A vector store gives you fuzzy semantic retrieval over text chunks and treats every chunk as an island. It has nowhere to store relationships between entities, no concept of when a fact was valid, and no transactional consistency when multiple agents update shared knowledge. You need a graph database for relational and temporal memory, plus episodic and procedural layers a vector store cannot represent.
Episodic memory is the agent's history of specific events: what it did last Tuesday, which run failed and why. It is time-indexed. Semantic memory is stable facts about the world: the company name, the preferred tools, the user's preferences. Semantic facts are edited in place; episodes accumulate and get evicted on a schedule. Keeping them separate prevents a brainstorm transcript from being treated as truth.
Ingestion runs roughly five to nine LLM calls plus two to four embedding calls per qualifying message, for entity extraction, deduplication, relationship inference, contradiction detection, and summary updates. At scale this is the layer most likely to dominate cost, which is why length-gated ingestion, cold-start short-circuits, and per-tenant kill switches matter. Done right, memory still saves money overall because retrieving a few hundred relevant tokens beats injecting the full context.
Buy the temporal and extraction logic. Several open-source libraries handle entity extraction, deduplication, relationship inference, and contradiction detection on top of a graph database. Hand-rolling the temporal logic is roughly six months of work that the libraries already solve. If you would rather not build any of it, the full stack runs behind every Sistava AI employee you hire.
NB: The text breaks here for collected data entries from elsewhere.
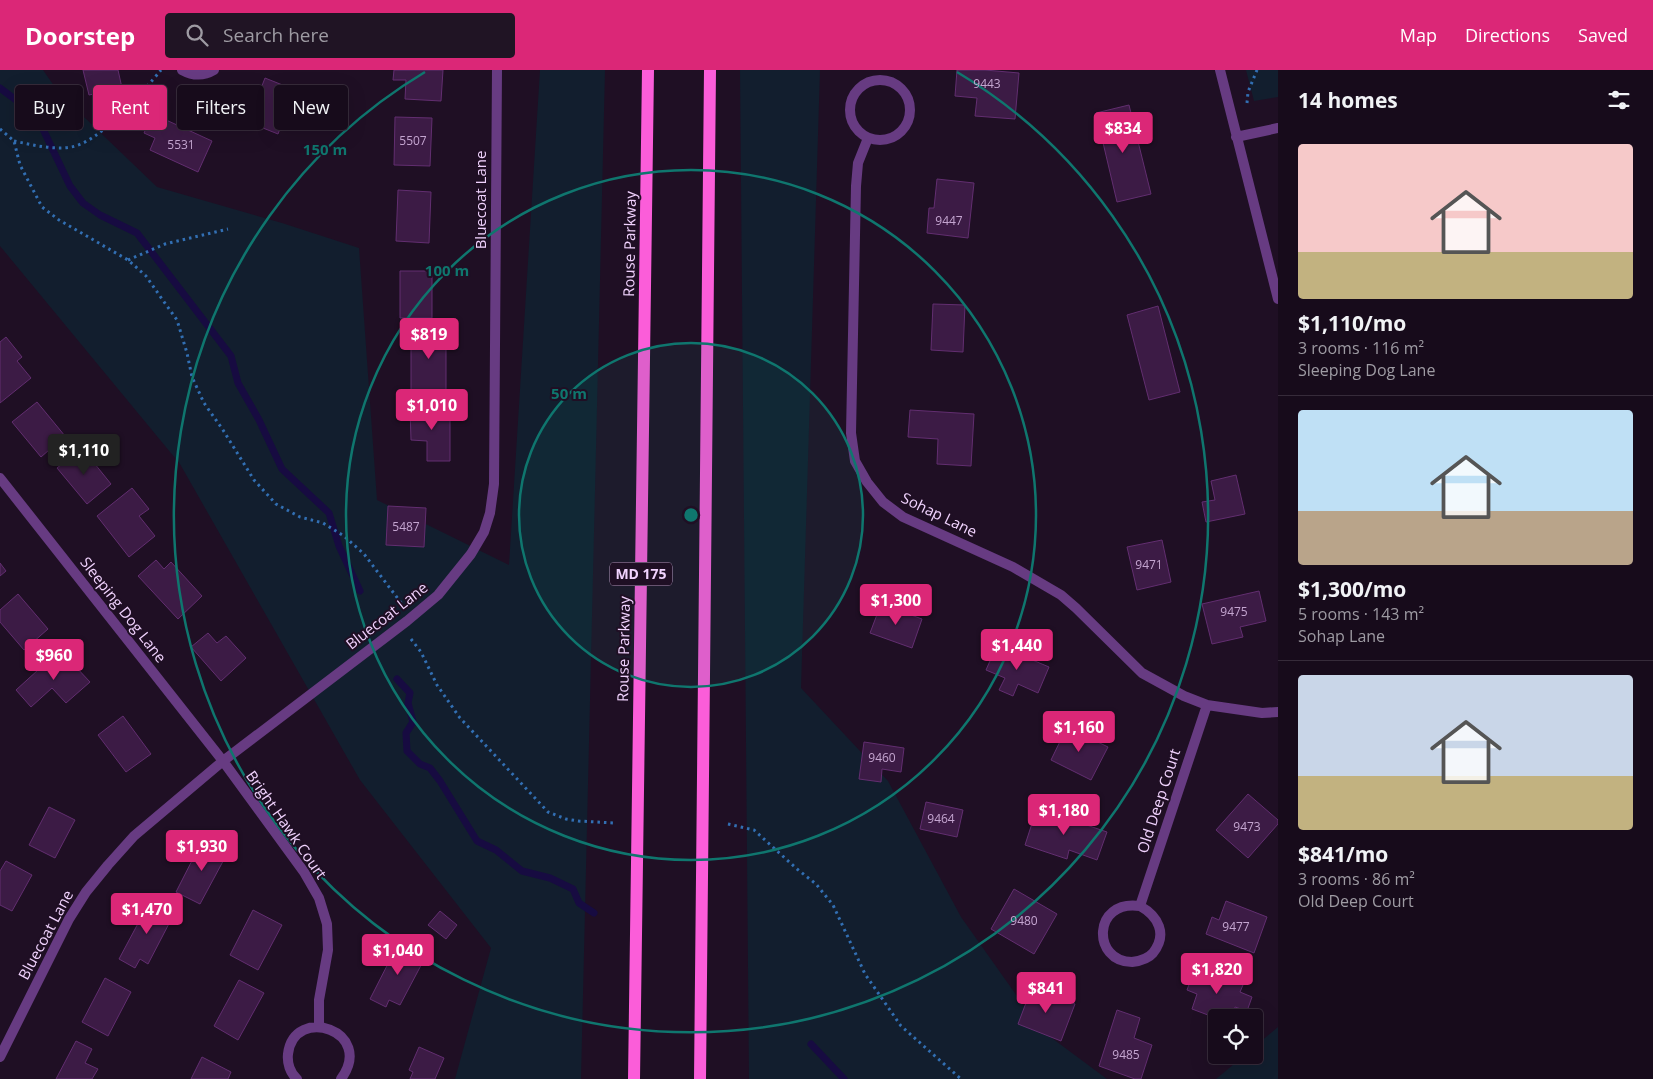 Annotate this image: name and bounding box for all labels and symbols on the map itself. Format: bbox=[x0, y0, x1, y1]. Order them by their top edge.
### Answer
house number: 9443 bbox=[973, 75, 1001, 92]
pin: $834 bbox=[1093, 112, 1153, 154]
house number: 5507 bbox=[399, 132, 427, 149]
house number: 5531 bbox=[167, 136, 195, 153]
text: 150 m bbox=[303, 139, 347, 159]
street label: Bluecoat Lane bbox=[470, 151, 490, 249]
street label: Rouse Parkway bbox=[618, 190, 640, 297]
house number: 9447 bbox=[935, 212, 963, 229]
text: 100 m bbox=[425, 260, 469, 280]
pin: $819 bbox=[399, 318, 459, 360]
text: 50 m bbox=[551, 383, 587, 403]
pin: $1,010 bbox=[391, 388, 473, 431]
pin: $1,110 bbox=[43, 434, 125, 476]
street label: Sohap Lane bbox=[898, 487, 981, 541]
centre of rings bbox=[682, 506, 700, 524]
house number: 5487 bbox=[392, 518, 420, 535]
street label: Sleeping Dog Lane bbox=[76, 552, 171, 666]
house number: 9471 bbox=[1135, 556, 1163, 573]
road number: MD 175 bbox=[610, 562, 672, 586]
street label: Bluecoat Lane bbox=[341, 577, 431, 653]
pin: $1,300 bbox=[855, 584, 937, 626]
street label: Rouse Parkway bbox=[612, 595, 634, 702]
house number: 9475 bbox=[1220, 603, 1248, 620]
pin: $1,440 bbox=[976, 628, 1058, 671]
pin: $960 bbox=[24, 638, 84, 681]
pin: $1,160 bbox=[1038, 710, 1120, 753]
street label: Old Deep Court bbox=[1132, 746, 1184, 855]
house number: 9460 bbox=[868, 749, 896, 766]
street label: Bright Hawk Court bbox=[242, 766, 332, 883]
pin: $1,180 bbox=[1023, 794, 1105, 836]
house number: 9464 bbox=[927, 810, 955, 827]
house number: 9473 bbox=[1233, 818, 1261, 835]
pin: $1,930 bbox=[161, 830, 243, 872]
street label: Bluecoat Lane bbox=[13, 886, 77, 983]
pin: $1,470 bbox=[106, 892, 188, 935]
house number: 9480 bbox=[1010, 912, 1038, 929]
house number: 9477 bbox=[1222, 918, 1250, 935]
pin: $1,040 bbox=[357, 934, 439, 976]
pin: $1,820 bbox=[1176, 952, 1258, 995]
pin: $841 bbox=[1016, 972, 1076, 1014]
house number: 9485 bbox=[1112, 1046, 1140, 1063]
Conversation memory is the message history the agent reloads each turn. Checkpoints are the agent's internal execution state: the current node in its workflow graph, pending tool calls, and unwritten output. Checkpoints let a long task survive a crash or pod restart and resume mid-run. Using the in-memory dev checkpointer in production is the classic mistake, because the first restart loses everything.
Memory is not a feature you bolt on at the end. It is the substrate of an agent that gets better at your work over time instead of starting over every Monday. Name the seven concerns, give each one the storage shape it asks for, wire them so they do not contaminate each other, and cap the cost before you turn it on. That is the entire architecture under everything an agent does between turns.